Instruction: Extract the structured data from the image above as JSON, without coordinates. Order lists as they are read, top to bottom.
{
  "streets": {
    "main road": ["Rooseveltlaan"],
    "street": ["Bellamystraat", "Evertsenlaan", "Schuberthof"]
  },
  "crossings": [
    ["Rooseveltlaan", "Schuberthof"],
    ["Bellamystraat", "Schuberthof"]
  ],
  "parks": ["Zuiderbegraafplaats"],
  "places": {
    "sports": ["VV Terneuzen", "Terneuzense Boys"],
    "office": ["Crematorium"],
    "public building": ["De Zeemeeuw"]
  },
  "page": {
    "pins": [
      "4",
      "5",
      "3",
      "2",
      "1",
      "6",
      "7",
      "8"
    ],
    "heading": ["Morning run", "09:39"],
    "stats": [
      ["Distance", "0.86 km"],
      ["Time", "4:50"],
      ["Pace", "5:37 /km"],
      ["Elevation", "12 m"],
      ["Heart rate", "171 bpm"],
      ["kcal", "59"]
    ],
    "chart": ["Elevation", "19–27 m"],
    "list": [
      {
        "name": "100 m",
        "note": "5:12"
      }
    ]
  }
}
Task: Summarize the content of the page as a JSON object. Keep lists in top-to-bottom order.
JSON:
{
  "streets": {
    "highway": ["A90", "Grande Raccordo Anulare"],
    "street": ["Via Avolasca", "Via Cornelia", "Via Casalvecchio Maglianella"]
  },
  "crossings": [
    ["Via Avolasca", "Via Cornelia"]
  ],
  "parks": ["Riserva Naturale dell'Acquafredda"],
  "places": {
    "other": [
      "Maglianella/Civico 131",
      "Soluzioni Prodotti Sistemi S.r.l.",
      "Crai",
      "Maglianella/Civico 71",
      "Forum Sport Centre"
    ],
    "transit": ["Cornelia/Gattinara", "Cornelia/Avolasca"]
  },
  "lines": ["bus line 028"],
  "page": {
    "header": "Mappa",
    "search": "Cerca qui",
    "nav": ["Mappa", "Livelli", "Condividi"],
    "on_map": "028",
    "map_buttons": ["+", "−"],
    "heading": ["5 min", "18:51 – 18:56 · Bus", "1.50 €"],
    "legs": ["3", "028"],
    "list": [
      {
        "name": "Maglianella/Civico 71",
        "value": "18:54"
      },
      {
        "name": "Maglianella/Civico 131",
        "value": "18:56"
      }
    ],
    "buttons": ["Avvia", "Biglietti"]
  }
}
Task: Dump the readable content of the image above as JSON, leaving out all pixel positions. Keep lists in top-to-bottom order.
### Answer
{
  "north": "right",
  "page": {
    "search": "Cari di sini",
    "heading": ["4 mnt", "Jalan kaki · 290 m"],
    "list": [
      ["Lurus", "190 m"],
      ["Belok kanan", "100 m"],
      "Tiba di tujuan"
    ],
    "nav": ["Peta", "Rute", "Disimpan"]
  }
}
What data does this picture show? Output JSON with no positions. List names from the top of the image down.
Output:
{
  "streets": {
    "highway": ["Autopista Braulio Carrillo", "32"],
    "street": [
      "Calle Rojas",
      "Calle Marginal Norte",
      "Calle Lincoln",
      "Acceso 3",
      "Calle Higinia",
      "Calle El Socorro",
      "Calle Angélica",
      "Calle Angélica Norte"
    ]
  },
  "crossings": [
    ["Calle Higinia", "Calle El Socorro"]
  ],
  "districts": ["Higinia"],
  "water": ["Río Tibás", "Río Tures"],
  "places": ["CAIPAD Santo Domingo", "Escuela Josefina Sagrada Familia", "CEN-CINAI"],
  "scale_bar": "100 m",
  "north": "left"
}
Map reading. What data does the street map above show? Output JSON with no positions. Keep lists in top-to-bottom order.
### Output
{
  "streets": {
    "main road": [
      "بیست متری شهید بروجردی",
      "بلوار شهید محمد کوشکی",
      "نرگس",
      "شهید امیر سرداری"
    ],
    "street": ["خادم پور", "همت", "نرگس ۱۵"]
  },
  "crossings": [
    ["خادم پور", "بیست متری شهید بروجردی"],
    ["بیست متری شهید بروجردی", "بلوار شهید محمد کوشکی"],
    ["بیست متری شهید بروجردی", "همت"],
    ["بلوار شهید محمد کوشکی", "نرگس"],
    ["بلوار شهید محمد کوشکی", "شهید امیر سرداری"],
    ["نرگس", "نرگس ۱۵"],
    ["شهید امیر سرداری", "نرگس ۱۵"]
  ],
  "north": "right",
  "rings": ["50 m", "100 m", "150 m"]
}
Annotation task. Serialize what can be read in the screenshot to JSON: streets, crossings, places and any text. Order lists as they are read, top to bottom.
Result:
_ _ _ _ _ _ _
• **WHAT TO WORK ON**: In the data above, copy every line where the string "Keep" appears.

• **SOLUTION TO THIS TASK**:
Task: Summarize the content of the page as a JSON object. Keep lists in top-to-bottom order.
Task: Dump the readable content of the image above as JSON, leaving out all pixel positions. Keep lists in top-to-bottom order.
Map reading. What data does the street map above show? Output JSON with no positions. Keep lists in top-to-bottom order.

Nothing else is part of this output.